= Dave Longaberger =

Basket company founder

Dave W. Longaberger (1934-1999) was an American businessman who founded the now-defunct Longaberger Company, which made handcrafted maple wood baskets and accessories and became notable in the Newark, Ohio area for the "Big Basket Building" that became the company headquarters in 1997. Dave had two daughters, Tami Longaberger, who was CEO of the Longaberger Company, and Rachel Longaberger Stukey, President of the Longaberger Foundation.

Longaberger grew up in a poor family of 14. He suffered from a stuttering problem and epilepsy, and did not graduate from high school until he was 21. He began his basket business in 1971.

== Legacy ==
Longaberger was also a philanthropist, focusing on Dresden, Ohio. He gave millions of dollars to the local community and schools, and provided much-needed services to the community.

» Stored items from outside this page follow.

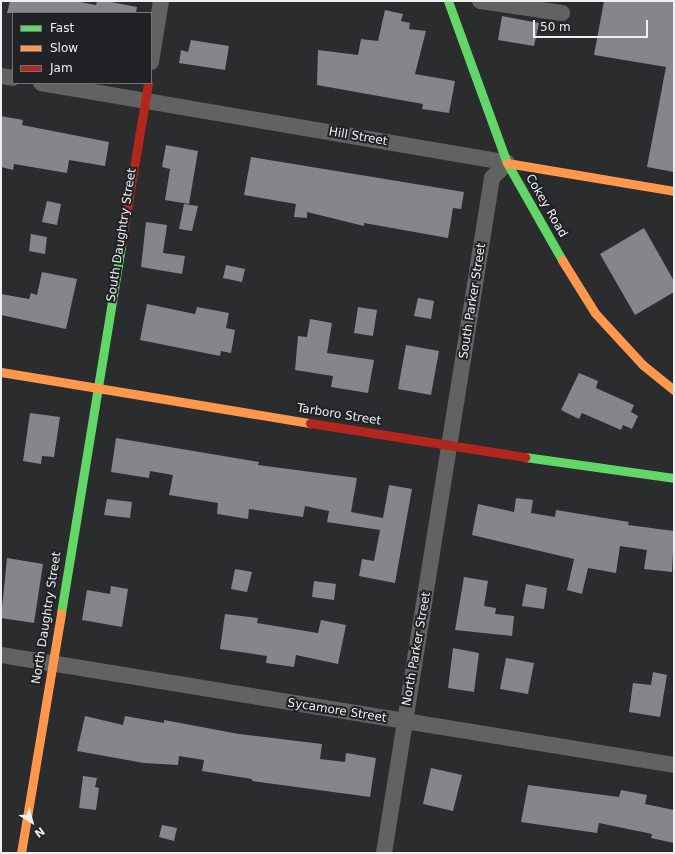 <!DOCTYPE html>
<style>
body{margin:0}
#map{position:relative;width:675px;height:854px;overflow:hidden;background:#2b2c2d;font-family:"DejaVu Sans",sans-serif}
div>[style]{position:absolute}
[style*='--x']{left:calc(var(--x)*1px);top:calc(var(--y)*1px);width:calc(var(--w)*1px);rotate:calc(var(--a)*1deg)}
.building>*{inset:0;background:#86858b}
.street>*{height:16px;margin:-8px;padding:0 8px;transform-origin:8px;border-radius:8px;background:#626263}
.fast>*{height:9px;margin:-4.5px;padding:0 4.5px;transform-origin:4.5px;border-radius:4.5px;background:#63d668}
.slow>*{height:9px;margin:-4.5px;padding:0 4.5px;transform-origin:4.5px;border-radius:4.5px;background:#ff974d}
.jam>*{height:9px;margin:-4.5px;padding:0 4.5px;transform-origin:4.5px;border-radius:4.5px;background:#b3261e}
span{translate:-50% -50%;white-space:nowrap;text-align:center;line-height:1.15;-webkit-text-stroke:4px #212225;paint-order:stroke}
.street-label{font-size:12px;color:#eeeff1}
.frame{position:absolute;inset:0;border:2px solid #eeeff1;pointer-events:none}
.legend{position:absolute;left:12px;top:12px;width:140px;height:72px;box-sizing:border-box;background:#212225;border:1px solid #737477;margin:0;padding:5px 7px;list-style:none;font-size:12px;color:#eeeff1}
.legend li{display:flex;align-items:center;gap:8px;height:20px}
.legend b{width:20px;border:1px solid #737477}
.north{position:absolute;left:12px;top:802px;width:40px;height:40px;-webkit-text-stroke:3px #212225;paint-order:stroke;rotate:143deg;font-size:11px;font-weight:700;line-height:16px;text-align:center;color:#eeeff1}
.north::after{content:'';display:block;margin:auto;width:14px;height:18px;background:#eeeff1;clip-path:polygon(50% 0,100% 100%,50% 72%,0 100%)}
.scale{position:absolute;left:533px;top:20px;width:115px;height:18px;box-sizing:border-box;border:2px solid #eeeff1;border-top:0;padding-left:5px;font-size:12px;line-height:14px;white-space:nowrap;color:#eeeff1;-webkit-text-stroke:3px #212225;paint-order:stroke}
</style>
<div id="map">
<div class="building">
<div style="clip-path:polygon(10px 1px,75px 1px,96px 5px,97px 1px,106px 1px,137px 7px,136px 13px,7px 13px)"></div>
<div style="clip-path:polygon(604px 1px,674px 1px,674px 172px,647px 167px,666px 67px,594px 55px)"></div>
<div style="clip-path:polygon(385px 10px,403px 14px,401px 21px,410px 23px,409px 29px,426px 31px,415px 74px,455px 81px,449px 113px,422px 109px,423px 104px,317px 85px,318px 50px,358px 55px,361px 39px,378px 41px)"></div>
<div style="clip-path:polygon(502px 16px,539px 23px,534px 46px,498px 40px)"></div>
<div style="clip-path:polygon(191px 40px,229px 46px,225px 70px,179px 63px,181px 50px,188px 52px)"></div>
<div style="clip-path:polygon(1px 116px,23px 120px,22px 125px,109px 142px,105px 166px,69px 160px,67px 173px,14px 164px,13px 170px,1px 167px)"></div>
<div style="clip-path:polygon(166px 145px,198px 151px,189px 204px,165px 200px,170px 169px,162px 167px)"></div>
<div style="clip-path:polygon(251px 157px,464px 192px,461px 209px,453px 208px,448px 238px,364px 223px,364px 226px,307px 212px,307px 218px,294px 217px,296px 204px,244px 195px)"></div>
<div style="clip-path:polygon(47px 201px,61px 204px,57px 225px,42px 222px)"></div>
<div style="clip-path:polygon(184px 204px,198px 206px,192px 231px,179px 229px)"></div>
<div style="clip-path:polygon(146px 222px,167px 225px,163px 253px,185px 256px,182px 274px,141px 267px)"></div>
<div style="clip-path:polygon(644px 228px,674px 281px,674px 292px,635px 315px,600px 254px)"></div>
<div style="clip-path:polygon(31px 234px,47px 237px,45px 254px,29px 251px)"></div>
<div style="clip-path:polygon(226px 265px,245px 269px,242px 282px,223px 278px)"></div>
<div style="clip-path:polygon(42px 272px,77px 279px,66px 329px,1px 315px,1px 294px,29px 299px,31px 293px,37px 295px)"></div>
<div style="clip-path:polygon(418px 298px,434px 301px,431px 319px,414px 316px)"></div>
<div style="clip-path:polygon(147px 304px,195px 314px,197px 307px,229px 313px,226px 328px,235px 330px,231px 353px,221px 351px,220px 356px,140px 340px)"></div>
<div style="clip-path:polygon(358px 307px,377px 310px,373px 336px,354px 333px)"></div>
<div style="clip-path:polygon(310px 319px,332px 323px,327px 353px,374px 360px,368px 393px,331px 387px,333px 376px,295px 370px,298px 336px,307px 337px)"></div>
<div style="clip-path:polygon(406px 345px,439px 351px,431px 395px,398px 389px)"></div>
<div style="clip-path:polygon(579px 373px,598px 381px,596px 388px,634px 405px,631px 412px,638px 416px,632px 429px,623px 425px,621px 430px,582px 413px,579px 419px,561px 410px)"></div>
<div style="clip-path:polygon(30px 413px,60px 417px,54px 457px,42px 456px,41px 464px,23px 461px)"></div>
<div style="clip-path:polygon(116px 438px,259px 462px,258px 465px,357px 478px,351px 512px,383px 518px,389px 485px,412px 489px,395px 583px,359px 576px,362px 559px,374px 561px,380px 530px,327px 522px,329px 511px,305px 506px,303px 517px,249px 509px,248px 519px,217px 514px,218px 503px,169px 495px,173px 475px,150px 471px,149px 478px,111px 472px)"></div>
<div style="clip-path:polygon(516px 498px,533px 500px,531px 513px,555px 517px,556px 510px,629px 522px,628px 525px,674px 531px,672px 572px,644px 569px,647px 550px,620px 546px,616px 573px,588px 568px,582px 594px,567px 590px,574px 559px,472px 535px,478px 504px,514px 512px)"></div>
<div style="clip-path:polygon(107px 499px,132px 502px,130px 518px,104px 515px)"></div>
<div style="clip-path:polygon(7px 558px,43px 564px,34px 623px,1px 618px)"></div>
<div style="clip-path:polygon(235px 569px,252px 572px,247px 592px,231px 589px)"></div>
<div style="clip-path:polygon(464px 577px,488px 581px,484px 606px,496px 608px,495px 614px,514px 616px,512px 636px,455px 630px)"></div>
<div style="clip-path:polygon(314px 581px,336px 584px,334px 600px,312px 597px)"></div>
<div style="clip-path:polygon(526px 584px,547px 588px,544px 609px,522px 606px)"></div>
<div style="clip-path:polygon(111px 586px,128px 589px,122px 627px,82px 620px,87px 590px,110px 594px)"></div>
<div style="clip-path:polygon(225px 614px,258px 618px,257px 623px,318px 633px,321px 620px,346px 625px,338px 664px,296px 655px,294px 667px,266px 663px,267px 656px,220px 649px)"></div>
<div style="clip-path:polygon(453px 648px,479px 653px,474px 692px,448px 688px)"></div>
<div style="clip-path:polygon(506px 658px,534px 663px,528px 694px,500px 689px)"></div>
<div style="clip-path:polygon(653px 672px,667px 675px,660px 717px,629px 712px,633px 683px,651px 685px)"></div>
<div style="clip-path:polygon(85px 716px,123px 725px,125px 716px,164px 723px,164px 720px,239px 734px,322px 744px,320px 759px,345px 762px,346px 753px,376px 758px,370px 797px,252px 781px,252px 779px,202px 771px,204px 760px,179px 756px,178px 765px,144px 763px,77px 751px)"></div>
<div style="clip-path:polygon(431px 768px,462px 775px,453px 811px,423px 804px)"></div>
<div style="clip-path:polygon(83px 776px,97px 778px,95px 787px,99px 788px,96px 810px,79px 808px)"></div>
<div style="clip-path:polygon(528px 785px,619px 797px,621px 790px,647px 795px,645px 804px,674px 810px,674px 843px,651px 838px,652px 834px,599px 823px,597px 833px,521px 822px)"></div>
<div style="clip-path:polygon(162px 825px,177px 828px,174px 841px,159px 837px)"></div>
</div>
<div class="street">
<div style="--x:480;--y:1;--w:83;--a:8.3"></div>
<div style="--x:151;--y:62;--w:62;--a:-80.7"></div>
<div style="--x:1;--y:76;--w:12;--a:9"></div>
<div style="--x:41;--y:83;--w:473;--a:9.7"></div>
<div style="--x:1;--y:655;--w:682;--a:9.28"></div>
<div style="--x:384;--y:853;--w:684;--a:-80.91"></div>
<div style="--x:492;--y:178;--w:21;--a:-45"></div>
</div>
<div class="fast">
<div style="--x:448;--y:1;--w:172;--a:70"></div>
<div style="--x:507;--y:163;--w:112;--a:60.4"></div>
<div style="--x:525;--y:457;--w:150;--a:8"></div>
<div style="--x:61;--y:613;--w:373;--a:-80.7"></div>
</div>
<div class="slow">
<div style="--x:507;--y:163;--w:169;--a:9.5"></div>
<div style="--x:562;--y:260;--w:62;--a:58.1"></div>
<div style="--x:595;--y:313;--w:71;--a:47.3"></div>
<div style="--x:643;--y:365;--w:40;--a:39"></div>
<div style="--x:1;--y:372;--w:313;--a:9.4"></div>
<div style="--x:21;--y:853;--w:243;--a:-80.5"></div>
</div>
<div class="jam">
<div style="--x:121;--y:245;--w:164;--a:-80.5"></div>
<div style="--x:310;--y:423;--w:218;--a:9"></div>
</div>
<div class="street-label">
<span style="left:358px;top:137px;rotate:10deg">Hill Street</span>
<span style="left:546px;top:206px;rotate:60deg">Cokey Road</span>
<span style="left:122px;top:235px;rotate:-81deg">South Daughtry Street</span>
<span style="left:473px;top:301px;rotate:-81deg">South Parker Street</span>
<span style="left:339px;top:415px;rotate:9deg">Tarboro Street</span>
<span style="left:47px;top:618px;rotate:-81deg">North Daughtry Street</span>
<span style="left:417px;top:649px;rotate:-80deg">North Parker Street</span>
<span style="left:337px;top:711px;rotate:9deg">Sycamore Street</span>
</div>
<div class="frame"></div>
<ul class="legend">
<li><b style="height:5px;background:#63d668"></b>Fast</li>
<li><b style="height:5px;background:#ff974d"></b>Slow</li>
<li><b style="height:5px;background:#b3261e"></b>Jam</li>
</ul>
<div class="north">N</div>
<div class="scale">50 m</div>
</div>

Longaberger was interested in history. Later, after he became prosperous, Longaberger undertook the restoration of many historic buildings in the Dresden, Ohio area. Some of the buildings saved were:

- The Captains House (1846),
- The Dresden Hotel (early 20th century),
- The Dresden Iron Mill (circa 1880),
- The Dresden Woolen Mill (circa 1890),
- The Prospect Place Estate (1856),
- The Riversale Mansion, Trinway (circa 1850),
- The Dresden railway station.

Additionally, Longaberger purchased and refurbished many other historic buildings on Main Street in Dresden, Ohio.